After an exhausting six hour swamp walk in search of Ghost Orchids, my friends and I emerged from the blazing, sweltering sawgrass prairie and arrived back at our vehicles. The desolate dirt road they were parked on paralleled a drainage canal in the Everglades that carried the life blood of the “River of Grass” from points north towards civilization. Water does not flow naturally out here like it once did, at least not on the horizontal plane. Most of the water that nourishes the Everglades comes down vertically as rain. Everything else is consumed by humans.
Entirely wiped out, I unfold a chair, sit and drink the last of what is now sun-heated water from my water bottle.

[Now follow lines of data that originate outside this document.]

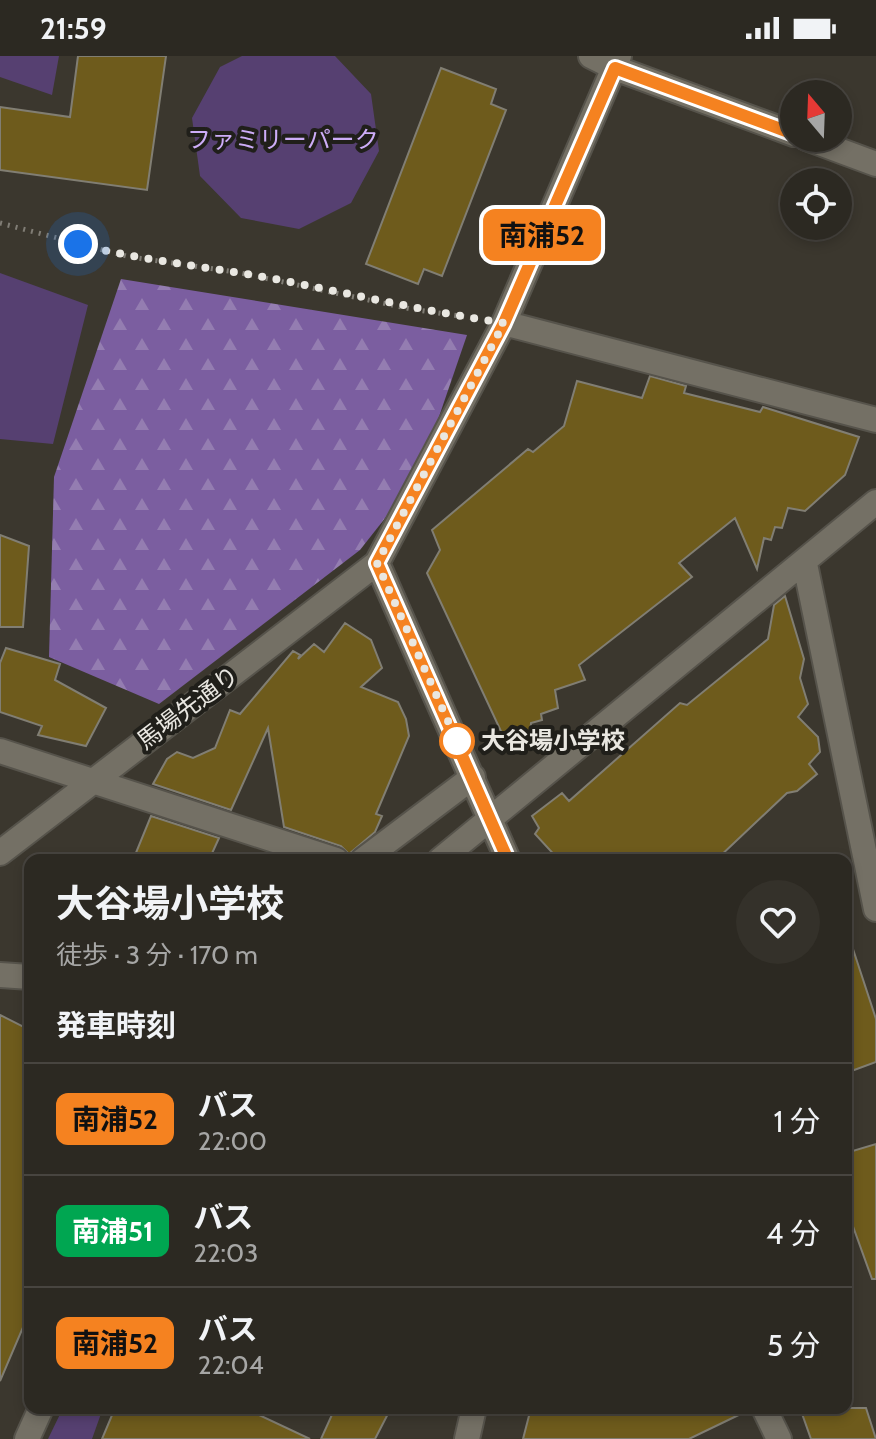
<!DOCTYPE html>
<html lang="ja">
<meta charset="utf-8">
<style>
:root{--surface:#2c2922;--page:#34312a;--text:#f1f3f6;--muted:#a6a6a5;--line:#484540}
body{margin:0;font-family:Cabin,"Noto Sans JP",sans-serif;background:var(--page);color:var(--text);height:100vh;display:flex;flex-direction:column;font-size:30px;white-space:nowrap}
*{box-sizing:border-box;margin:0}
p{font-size:26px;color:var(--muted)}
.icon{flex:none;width:44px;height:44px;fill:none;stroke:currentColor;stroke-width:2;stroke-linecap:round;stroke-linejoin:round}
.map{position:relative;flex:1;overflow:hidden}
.panel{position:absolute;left:24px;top:798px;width:828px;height:560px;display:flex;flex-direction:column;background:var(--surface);border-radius:16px;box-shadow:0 4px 12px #0003,0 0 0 2px var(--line)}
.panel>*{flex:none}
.badge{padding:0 16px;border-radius:12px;font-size:28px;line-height:52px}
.needle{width:52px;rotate:341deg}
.buttons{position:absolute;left:780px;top:24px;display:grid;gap:16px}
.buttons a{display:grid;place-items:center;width:72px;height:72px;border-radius:50%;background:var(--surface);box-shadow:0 4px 12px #0003,0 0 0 2px var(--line);font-size:40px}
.you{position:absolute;width:40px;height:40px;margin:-20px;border:6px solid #fff;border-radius:50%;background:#1a73e8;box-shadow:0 0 0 12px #1a73e833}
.map>.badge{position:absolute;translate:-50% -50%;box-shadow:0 0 0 4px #fff}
h2{padding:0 32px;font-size:30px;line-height:72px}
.round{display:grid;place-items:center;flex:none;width:84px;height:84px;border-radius:42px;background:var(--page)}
.head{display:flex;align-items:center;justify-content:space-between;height:136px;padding:0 32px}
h1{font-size:38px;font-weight:700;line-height:60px}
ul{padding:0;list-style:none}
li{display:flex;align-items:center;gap:24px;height:112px;padding:0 32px;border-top:2px solid var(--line)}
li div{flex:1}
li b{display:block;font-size:30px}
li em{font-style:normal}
li .badge{min-width:88px;font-weight:700;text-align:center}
.status{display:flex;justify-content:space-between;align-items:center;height:56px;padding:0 40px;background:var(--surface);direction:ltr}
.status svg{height:22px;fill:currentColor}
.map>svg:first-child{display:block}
.forest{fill:url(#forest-firs)}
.park{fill:#564071}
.building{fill:#6e5b1c;stroke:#817e73;stroke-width:2}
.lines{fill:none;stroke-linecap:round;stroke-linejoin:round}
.minor-casing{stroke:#56534b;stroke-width:28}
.path{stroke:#807d75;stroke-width:5;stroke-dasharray:2 6;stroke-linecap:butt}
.minor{stroke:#747065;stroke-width:24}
.line-casing{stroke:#fff;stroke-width:18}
.line{stroke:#f58220;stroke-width:12}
.walk{stroke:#e9e7e1;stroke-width:8;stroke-dasharray:0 14.4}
.stop-dot{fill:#fff;stroke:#f58220;stroke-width:4}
.labels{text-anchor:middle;stroke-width:8;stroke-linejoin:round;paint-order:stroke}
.park-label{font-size:24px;fill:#cdadf8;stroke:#201f1a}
.street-label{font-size:24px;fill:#e9e7e1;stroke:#201f1a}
.stop-label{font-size:24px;font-weight:bold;fill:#e9e7e1;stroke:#201f1a;text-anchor:start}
</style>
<div class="status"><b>21:59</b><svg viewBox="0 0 49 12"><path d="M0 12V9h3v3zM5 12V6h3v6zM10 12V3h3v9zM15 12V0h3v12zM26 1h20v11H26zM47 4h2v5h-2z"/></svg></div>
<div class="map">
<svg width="876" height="1383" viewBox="0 0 876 1383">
<defs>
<pattern id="forest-firs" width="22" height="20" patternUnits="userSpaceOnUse" patternTransform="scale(2)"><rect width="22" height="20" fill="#7b5ea0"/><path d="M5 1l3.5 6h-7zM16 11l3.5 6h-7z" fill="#947db1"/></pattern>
</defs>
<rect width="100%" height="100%" fill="#3b372e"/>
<path class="forest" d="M121,223l346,56 -48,140 -59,75 -201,154 -110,-47 5,-180z"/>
<path class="park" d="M0,0h59l-7,39 -52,-18z
M242,0h93l36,38 8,57 -28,52 -52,26 -58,-11 -41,-42 -8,-58 28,-51z
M0,217l88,32 -35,139 -53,-5z
M63,1352h40l-11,31h-44z"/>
<path class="building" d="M78,0h88l-19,134 -147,-20v-63l70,10z
M441,12l55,21 -5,15 15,6 -64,166 -18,-7 -6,15 -52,-20z
M650,320l36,10 -2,7 76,19 3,-5 96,30 -14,38 -40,36 -17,-3 -6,20 -7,-1 -4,13 -7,-2 -7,31 -22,-51 -56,45 13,14 -113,88 6,15 -30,10 3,18 -17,6 1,6 -11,3 -1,10 -24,9 -79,-169 13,-23 -8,-20 96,-81 5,3 31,-26 13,-45 65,17z
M0,479l29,11 -6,81h-23z
M785,540l19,63 -4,19 8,26 -10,13 20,20 2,15 -11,12 8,10 -20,17 -10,2 -71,67h-157l-24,-26 4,-6 -7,-12 30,-23 7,8 111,-98 7,2 81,-66 6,-34z
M345,567l26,17 11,28 -21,19 37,15 8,17 3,17 -33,78 6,2 -7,16 -26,22 -8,-8 -57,-19 -16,-99 -37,82 -78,-26 14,-25 10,-7 16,6 22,-10 15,-38 10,4 53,-63 7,4 -2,4 16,-15 10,8z
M6,592l54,16 -5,16 51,28 -20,38 -48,-11 4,-9 -42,-14v-49z
M151,760l68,22 -10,22h-76z
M852,890l24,73v43l-30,11v-126z
M0,959l30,15v281l-30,70z
M876,1088v135h-4l-26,-72v-54z
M115,1352h129l66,31h-208z
M335,1352h56l-16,31h-54z
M531,1352h218v2l-60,29h-166z
M800,1352h66l10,31h-65z"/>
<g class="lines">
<defs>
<path id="minor" d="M591,0l24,12 179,66
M806,82l70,26
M504,267l372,97
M805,508l71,345
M0,695l336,109
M0,797l377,-290
M363,804l110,-83
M440,804l436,-358
M508,804l-131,-297 127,-240 115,-267
M0,919l30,2
M764,1352l15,31
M27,1383l14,-31
M467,1383l7,-31"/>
</defs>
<use href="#minor" class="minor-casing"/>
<path class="path" d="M0,167l130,34 106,15 175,37 62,9"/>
<use href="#minor" class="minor"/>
</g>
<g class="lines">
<defs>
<path id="line" d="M508,804l-131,-297 127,-240 111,-255 179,66"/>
</defs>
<use href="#line" class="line-casing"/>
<use href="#line" class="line"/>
<path class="walk" d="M78,188c61,16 124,22 186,33 80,15 159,34 240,46l-127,240 84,187 -4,-9"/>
</g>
<circle class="stop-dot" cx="457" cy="685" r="16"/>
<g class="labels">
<g class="park-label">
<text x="283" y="92">ファミリーパーク</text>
</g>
<g class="street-label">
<text transform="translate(188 652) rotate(-37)" y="8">馬場先通り</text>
</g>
<g class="stop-label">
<text x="481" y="693">大谷場小学校</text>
</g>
</g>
</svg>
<div class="buttons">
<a><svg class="needle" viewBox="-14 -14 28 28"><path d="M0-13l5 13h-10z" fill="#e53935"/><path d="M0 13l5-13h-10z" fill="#a6a6a5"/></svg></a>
<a><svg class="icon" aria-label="locate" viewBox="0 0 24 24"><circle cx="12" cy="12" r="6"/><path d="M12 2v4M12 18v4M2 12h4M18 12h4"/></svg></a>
</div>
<div class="you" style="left:78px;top:188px"></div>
<b class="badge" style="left:542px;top:179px;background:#f58220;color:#111">南浦52</b>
<section class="panel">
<div class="head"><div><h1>大谷場小学校</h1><p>徒歩 · 3 分 · 170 m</p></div><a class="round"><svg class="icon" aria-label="heart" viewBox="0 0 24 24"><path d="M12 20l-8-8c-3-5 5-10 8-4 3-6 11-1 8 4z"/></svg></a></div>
<h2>発車時刻</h2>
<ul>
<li><span class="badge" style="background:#f58220;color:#111">南浦52</span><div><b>バス</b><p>22:00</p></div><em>1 分</em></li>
<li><span class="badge" style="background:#00a651;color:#fff">南浦51</span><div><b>バス</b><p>22:03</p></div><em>4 分</em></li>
<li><span class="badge" style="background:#f58220;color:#111">南浦52</span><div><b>バス</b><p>22:04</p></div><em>5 分</em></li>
</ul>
</section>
</div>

I don’t stir. I don’t have the energy to. But the air buzzes with activity as I witness my own Everglades air show. Bees, wasps and butterflies zip from flower to flower checking for nectar. Predatory dragonflies navigate the tall grass like lace-winged fighter pilots seeking prey to tear apart and devour.
What is striking to me is the diversity of creatures in the small roadside patch of grass before me. In an area no bigger than a kiddy pool, I count numerous insects flitting about and without leaving my chair I’m able to pan a total of six feet and spot four seemingly distinct species of Dragonflies. Or did I?
Top Right and Bottom Left – Common Pondhawk (Erythemis simplicicollis)
Bottom Right – Halloween Pennant (Celithemis eponina)
Top Left – Mystery Dragonfly
As the male Common Pondhawk matures, green with black stripes gives way to a powdery blue pattern. The dragonfly in the top right is the same as the one in the bottom left.
Your homework is to figure out which dragonfly is in the top left. Note the yellow spots on each wing, the amber pattern on the upper forewing and the distinct black coloration on the tail? All photos were taken in Collier County, Florida. Now get to your Audubon Insect Guide/mobile application and figure it out.